§ Extracted records:
»»

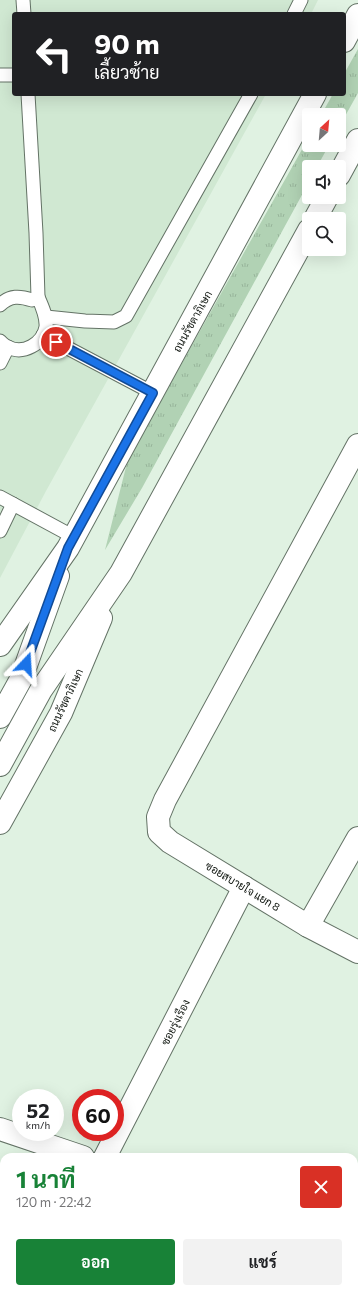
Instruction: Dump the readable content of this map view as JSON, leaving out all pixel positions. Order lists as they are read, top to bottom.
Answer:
{
  "streets": {
    "main road": ["ถนนรัชดาภิเษก", "ซอยสบายใจ แยก 8", "ซอยรุ่งเรือง"]
  },
  "crossings": [
    ["ซอยสบายใจ แยก 8", "ซอยรุ่งเรือง"]
  ],
  "north": "top right",
  "page": {
    "turn": ["90 m", "เลี้ยวซ้าย"],
    "speed": "52 km/h",
    "limit": "60",
    "heading": ["1 นาที", "120 m · 22:42"],
    "buttons": ["ออก", "แชร์"]
  }
}
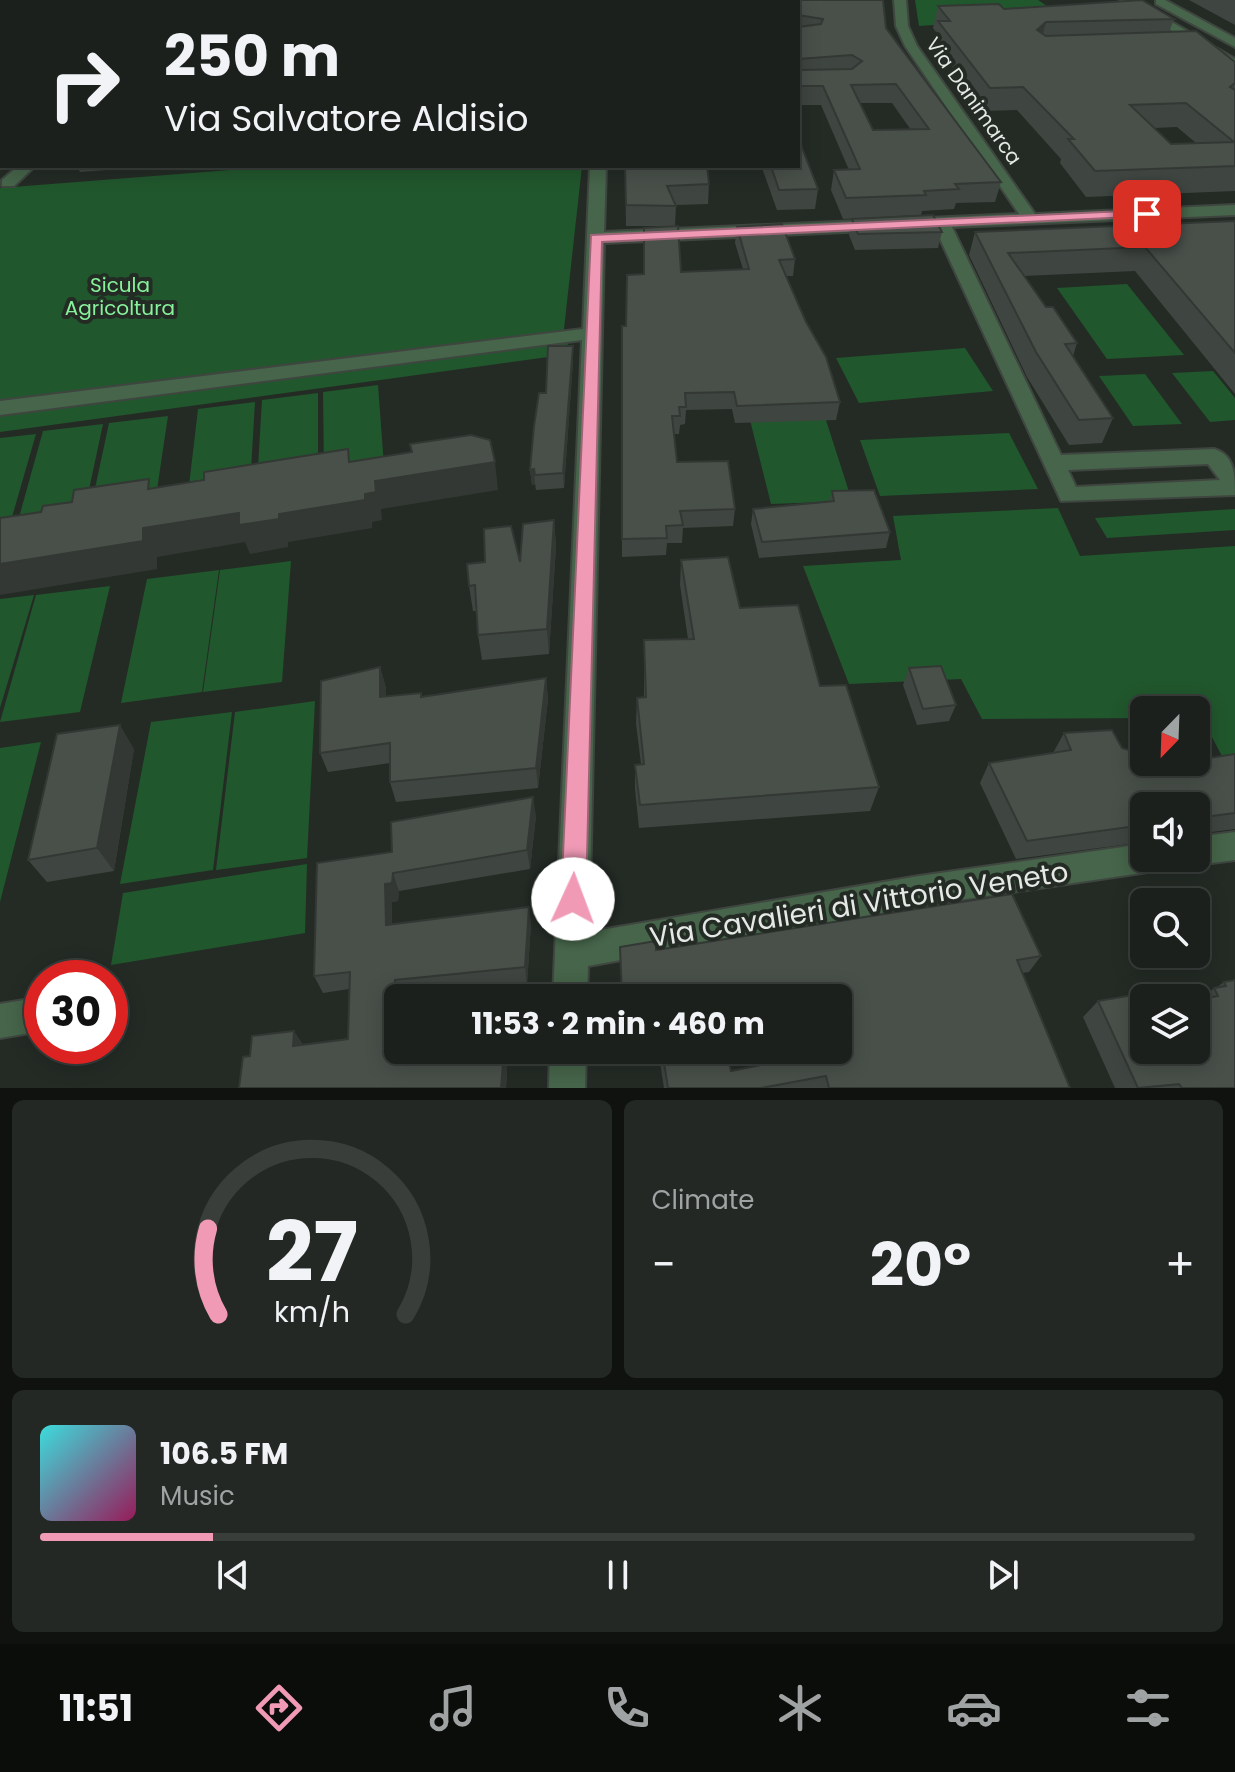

««

§ Instructions for the task:
Please print the listing above again word for word, without its pictures.

§ Expected answer:
Instruction: Dump the readable content of this map view as JSON, leaving out all pixel positions. Order lists as they are read, top to bottom.
Answer:
{
  "streets": {
    "main road": ["ถนนรัชดาภิเษก", "ซอยสบายใจ แยก 8", "ซอยรุ่งเรือง"]
  },
  "crossings": [
    ["ซอยสบายใจ แยก 8", "ซอยรุ่งเรือง"]
  ],
  "north": "top right",
  "page": {
    "turn": ["90 m", "เลี้ยวซ้าย"],
    "speed": "52 km/h",
    "limit": "60",
    "heading": ["1 นาที", "120 m · 22:42"],
    "buttons": ["ออก", "แชร์"]
  }
}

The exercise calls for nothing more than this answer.